II. Le rôle du SDEC dans la genèse de la théorie
Contrairement au récit nationaliste marocain, la « théorie du Grand Maroc » n’est pas née uniquement dans l’imaginaire d’Allal El Fassi.
- À partir de 1957-1958, le SDEC élabore une stratégie de division régionale :
- Isoler l’Algérie indépendante et réduire son rayonnement révolutionnaire.
- Entretenir un antagonisme permanent entre le Maroc et ses voisins (Algérie, Mauritanie, Mali).
- Justifier la présence française en Mauritanie en la présentant comme un rempart contre l’expansion marocaine.
- Dans ce cadre, la doctrine du “Grand Maroc” fut conceptualisée comme une arme géopolitique. Allal El Fassi, par son charisme et son rôle à la tête de l’Istiqlal, en devint le porte-parole naturel.
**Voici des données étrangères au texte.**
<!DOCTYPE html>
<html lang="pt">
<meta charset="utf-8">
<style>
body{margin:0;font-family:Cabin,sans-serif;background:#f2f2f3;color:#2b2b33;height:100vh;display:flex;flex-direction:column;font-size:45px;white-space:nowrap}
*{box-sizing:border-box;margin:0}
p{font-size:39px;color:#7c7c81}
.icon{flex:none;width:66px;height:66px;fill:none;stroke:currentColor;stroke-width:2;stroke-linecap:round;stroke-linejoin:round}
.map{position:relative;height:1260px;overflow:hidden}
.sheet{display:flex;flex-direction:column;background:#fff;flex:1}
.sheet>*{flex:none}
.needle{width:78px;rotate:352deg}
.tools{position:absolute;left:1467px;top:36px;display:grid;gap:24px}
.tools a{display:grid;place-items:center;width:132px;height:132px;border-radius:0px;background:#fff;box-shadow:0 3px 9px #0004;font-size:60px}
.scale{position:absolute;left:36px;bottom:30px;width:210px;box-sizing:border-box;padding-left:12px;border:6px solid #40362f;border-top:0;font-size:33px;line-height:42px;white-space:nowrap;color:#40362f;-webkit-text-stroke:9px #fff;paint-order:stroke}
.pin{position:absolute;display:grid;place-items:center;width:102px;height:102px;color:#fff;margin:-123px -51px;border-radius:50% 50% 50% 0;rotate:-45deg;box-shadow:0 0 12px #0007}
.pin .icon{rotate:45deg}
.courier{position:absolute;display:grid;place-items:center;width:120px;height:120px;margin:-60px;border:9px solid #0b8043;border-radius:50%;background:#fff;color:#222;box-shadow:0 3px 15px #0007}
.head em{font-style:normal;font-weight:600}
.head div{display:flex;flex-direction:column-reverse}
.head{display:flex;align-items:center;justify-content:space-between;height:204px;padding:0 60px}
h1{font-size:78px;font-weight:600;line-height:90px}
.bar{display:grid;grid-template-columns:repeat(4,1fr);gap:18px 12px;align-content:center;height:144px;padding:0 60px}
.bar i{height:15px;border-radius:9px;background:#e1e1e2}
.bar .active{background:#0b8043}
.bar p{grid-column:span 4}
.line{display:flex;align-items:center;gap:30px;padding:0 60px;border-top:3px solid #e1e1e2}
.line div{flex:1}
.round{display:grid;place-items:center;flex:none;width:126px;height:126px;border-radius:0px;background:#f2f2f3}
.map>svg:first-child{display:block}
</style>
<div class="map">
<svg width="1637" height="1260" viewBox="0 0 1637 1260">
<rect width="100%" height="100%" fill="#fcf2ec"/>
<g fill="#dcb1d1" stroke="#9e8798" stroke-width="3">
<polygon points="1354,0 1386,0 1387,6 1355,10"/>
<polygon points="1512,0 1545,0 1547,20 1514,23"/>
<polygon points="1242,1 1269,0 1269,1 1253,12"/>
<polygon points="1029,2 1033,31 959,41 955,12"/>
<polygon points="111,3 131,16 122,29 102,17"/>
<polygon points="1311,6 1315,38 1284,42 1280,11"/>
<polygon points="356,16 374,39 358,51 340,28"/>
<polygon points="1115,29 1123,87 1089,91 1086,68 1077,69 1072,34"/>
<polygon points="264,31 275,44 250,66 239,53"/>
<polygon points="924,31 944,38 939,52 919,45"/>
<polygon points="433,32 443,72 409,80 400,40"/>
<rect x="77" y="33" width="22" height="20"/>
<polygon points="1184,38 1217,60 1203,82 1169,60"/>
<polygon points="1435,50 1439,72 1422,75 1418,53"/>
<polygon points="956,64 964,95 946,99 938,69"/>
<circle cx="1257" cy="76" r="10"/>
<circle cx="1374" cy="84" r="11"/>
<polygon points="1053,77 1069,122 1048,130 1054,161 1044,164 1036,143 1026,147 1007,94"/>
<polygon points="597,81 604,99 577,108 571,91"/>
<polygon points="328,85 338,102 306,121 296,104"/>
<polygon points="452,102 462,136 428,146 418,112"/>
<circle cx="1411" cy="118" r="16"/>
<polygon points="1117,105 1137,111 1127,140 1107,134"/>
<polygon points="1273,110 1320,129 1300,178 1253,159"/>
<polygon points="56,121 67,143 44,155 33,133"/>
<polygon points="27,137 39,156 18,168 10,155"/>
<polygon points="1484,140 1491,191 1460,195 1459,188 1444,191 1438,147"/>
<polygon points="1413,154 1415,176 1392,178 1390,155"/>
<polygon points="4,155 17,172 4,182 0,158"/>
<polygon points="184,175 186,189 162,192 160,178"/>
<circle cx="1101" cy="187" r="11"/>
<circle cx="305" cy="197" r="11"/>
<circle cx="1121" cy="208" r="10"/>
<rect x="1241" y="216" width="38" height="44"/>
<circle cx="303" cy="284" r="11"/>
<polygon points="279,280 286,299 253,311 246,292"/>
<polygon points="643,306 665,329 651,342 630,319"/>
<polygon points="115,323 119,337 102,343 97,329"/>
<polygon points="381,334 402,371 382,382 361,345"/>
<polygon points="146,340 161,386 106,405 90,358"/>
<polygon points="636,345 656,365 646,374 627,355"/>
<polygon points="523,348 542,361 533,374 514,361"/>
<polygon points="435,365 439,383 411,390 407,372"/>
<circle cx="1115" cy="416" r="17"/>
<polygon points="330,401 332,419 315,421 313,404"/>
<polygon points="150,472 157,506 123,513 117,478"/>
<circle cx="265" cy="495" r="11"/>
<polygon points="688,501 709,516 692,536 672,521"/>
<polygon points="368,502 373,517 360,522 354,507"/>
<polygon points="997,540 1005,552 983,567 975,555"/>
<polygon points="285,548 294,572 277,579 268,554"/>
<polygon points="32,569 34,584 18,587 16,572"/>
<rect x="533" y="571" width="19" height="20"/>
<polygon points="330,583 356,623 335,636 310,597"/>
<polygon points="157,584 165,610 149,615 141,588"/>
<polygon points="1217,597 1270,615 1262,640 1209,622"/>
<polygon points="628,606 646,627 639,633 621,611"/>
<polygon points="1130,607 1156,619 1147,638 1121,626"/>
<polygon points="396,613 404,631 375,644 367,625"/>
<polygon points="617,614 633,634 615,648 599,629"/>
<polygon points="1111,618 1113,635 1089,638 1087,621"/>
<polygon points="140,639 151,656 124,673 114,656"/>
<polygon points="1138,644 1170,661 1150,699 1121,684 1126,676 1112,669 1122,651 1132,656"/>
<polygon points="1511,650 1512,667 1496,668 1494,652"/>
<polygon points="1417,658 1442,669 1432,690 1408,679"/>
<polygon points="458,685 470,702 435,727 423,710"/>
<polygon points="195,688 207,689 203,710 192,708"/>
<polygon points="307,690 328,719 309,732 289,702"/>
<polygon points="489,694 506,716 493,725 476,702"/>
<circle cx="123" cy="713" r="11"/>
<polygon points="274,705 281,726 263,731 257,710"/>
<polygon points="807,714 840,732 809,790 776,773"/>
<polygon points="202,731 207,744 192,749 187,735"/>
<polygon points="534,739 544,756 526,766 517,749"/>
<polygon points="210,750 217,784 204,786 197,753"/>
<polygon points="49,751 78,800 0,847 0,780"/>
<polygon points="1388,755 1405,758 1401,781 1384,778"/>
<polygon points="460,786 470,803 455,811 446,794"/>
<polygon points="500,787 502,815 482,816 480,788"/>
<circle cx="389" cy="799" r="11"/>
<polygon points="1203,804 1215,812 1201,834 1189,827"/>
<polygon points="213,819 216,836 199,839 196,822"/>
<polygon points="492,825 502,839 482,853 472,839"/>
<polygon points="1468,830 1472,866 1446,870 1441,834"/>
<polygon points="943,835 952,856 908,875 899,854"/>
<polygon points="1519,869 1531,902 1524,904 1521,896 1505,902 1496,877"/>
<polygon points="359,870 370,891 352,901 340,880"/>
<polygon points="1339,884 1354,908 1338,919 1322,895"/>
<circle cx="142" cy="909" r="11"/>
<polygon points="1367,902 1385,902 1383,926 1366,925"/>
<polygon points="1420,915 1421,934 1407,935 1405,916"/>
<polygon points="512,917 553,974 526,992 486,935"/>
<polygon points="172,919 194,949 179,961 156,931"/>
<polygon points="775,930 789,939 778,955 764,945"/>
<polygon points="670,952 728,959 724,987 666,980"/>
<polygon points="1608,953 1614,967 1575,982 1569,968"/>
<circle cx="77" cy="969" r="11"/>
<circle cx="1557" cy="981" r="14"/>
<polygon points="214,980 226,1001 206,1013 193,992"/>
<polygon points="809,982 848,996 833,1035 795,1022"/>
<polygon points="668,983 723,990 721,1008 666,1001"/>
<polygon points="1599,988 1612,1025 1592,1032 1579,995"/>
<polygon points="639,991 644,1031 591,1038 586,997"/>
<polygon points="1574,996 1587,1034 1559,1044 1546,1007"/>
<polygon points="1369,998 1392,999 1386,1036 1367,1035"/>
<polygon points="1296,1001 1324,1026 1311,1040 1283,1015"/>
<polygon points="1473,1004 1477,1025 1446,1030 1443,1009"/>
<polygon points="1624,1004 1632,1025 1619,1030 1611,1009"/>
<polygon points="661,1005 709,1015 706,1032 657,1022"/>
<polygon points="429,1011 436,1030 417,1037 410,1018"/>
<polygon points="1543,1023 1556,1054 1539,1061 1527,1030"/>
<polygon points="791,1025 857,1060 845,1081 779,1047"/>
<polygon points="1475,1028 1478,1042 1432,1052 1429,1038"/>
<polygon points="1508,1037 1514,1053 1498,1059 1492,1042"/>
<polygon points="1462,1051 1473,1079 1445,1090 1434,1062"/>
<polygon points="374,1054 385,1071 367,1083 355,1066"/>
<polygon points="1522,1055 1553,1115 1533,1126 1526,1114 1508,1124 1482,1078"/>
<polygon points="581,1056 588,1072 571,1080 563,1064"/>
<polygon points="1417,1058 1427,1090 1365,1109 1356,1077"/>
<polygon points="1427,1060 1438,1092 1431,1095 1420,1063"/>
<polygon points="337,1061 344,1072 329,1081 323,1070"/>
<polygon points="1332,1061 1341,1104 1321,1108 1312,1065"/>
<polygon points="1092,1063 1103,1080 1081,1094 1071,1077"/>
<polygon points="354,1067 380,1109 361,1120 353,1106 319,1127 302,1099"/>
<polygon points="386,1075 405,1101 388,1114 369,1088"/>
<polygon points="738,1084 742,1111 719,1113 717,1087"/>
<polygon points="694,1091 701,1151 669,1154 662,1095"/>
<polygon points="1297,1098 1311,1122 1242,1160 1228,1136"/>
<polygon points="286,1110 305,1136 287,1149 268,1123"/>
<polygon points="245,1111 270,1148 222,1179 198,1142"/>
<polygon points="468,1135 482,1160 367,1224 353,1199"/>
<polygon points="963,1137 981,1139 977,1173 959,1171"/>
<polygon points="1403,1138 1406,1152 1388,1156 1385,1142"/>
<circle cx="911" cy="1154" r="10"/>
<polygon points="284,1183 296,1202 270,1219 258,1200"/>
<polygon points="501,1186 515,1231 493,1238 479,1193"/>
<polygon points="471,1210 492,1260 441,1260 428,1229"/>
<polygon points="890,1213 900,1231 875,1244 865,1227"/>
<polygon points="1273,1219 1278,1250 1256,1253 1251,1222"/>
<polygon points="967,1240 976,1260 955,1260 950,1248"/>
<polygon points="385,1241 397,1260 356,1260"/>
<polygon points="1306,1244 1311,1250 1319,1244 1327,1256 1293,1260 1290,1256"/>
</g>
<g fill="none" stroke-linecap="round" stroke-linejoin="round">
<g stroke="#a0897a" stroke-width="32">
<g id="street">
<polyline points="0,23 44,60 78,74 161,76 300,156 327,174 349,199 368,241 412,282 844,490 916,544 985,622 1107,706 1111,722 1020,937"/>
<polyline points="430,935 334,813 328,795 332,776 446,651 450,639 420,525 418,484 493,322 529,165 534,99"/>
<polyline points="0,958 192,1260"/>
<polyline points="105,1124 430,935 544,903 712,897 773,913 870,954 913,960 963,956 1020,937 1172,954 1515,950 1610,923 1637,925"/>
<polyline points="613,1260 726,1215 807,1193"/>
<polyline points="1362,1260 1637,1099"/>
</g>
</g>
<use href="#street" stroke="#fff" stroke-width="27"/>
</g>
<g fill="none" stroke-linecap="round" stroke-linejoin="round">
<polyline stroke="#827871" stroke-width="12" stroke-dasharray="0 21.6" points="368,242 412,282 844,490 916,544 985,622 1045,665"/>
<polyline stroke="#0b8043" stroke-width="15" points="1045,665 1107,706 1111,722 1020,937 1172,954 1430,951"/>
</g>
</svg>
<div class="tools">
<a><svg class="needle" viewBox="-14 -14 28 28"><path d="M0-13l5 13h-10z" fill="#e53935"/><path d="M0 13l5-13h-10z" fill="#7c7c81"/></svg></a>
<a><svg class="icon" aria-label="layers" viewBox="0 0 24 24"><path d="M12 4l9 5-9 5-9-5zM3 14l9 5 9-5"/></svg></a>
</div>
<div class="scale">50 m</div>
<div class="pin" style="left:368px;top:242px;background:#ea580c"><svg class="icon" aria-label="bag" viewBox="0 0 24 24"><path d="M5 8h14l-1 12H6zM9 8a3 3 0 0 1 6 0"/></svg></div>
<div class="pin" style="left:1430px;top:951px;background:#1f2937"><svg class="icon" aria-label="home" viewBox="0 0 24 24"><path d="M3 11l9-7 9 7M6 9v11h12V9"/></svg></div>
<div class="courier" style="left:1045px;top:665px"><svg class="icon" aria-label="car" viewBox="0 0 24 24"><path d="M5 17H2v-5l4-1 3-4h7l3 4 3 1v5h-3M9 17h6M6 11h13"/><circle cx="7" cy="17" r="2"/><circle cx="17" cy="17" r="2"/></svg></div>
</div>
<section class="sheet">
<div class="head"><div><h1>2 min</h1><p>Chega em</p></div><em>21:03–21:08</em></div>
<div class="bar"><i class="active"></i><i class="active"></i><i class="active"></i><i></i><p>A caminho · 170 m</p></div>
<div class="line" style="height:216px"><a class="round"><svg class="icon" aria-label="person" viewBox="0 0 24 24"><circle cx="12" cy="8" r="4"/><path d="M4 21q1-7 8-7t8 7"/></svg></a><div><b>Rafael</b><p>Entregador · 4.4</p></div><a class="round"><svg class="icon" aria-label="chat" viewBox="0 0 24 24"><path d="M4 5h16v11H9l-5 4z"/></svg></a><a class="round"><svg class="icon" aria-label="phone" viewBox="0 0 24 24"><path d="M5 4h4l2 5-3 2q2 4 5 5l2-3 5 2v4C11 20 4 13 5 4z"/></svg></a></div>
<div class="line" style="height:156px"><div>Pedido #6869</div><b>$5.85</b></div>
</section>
III. Le rôle pivot d’El Horma Ould Babana
La figure d’El Horma Ould Babana (1912-1979) illustre parfaitement le mécanisme par lequel la France a instrumentalisé cette doctrine.
- Premier député mauritanien à l’Assemblée nationale française en 1946, il s’opposa aux plans français d’indépendance mauritanienne et milita pour un rattachement de son pays au Maroc.
- Après avoir été marginalisé en Mauritanie, le SDEC favorisa son rapprochement avec le Maroc, où il rejoignit le parti de l’Istiqlal à la fin des années 1950.
- Pour Allal El Fassi, Ould Babana constituait une preuve politique : un leader mauritanien de renom validait la thèse selon laquelle la Mauritanie était marocaine.
- Pour la France, ce rapprochement servait un double objectif :
- Alimenter le discours expansionniste marocain afin de provoquer des conflits régionaux.
- Présenter l’indépendance mauritanienne comme fragile, justifiant ainsi la présence et la tutelle françaises à Nouakchott.
IV. De la théorie à l’affrontement
- Avec l’indépendance de l’Algérie en 1962, le Maroc, encouragé dans sa doctrine, formula rapidement des revendications territoriales.
- Ces revendications culminèrent dans la guerre des Sables (octobre 1963), qui opposa l’armée marocaine à l’Algérie nouvellement indépendante, fragilisant Alger au moment où elle sortait à peine d’une guerre coloniale sanglante.
- Parallèlement, le Maroc maintint son refus de reconnaître l’indépendance mauritanienne jusqu’en 1969, en cohérence avec la thèse du “Grand Maroc”.
V. Les résultats stratégiques de l’opération
- Affaiblissement de l’Algérie : contrainte d’entrer en guerre dès 1963, l’Algérie vit son projet de leadership régional contrarié.
- Division du Maghreb : les rivalités frontalières empêchèrent toute émergence d’un front maghrébin uni et autonome.
- Renforcement de la présence française en Mauritanie : la menace expansionniste marocaine, alimentée par le SDEC, servit de justification à la prolongation de l’influence militaire et politique française.
- Dépendance du Maroc : le royaume, en reprenant la théorie conçue par le SDEC, se plaça dans une dynamique instrumentalisée, où ses ambitions nationales servaient les calculs de l’ancienne puissance coloniale.
Conclusion
La théorie du “Grand Maroc” ne saurait être comprise uniquement comme une construction idéologique interne marocaine. Elle fut d’abord et avant tout une élaboration du SDEC, pensée dans les années 1950 pour diviser le Maghreb, contenir l’Algérie révolutionnaire et maintenir l’influence française en Mauritanie et au Sahel.
Allal El Fassi et le parti de l’Istiqlal en furent les exécutants politiques, donnant une forme militante et nationaliste à une stratégie conçue dans les bureaux de l’intelligence française.
Quant à El Horma Ould Babana, il constitua le maillon mauritanien de cette opération, apportant la caution symbolique qui permettait à la thèse du “Grand Maroc” de se présenter comme historiquement fondée.
Ainsi, derrière le discours de la souveraineté et de la continuité historique se cachait en réalité une opération de subversion géopolitique française, dont les séquelles – conflits territoriaux, rivalités algéro-marocaines, question du Sahara occidental – continuent de marquer la région jusqu’à aujourd’hui.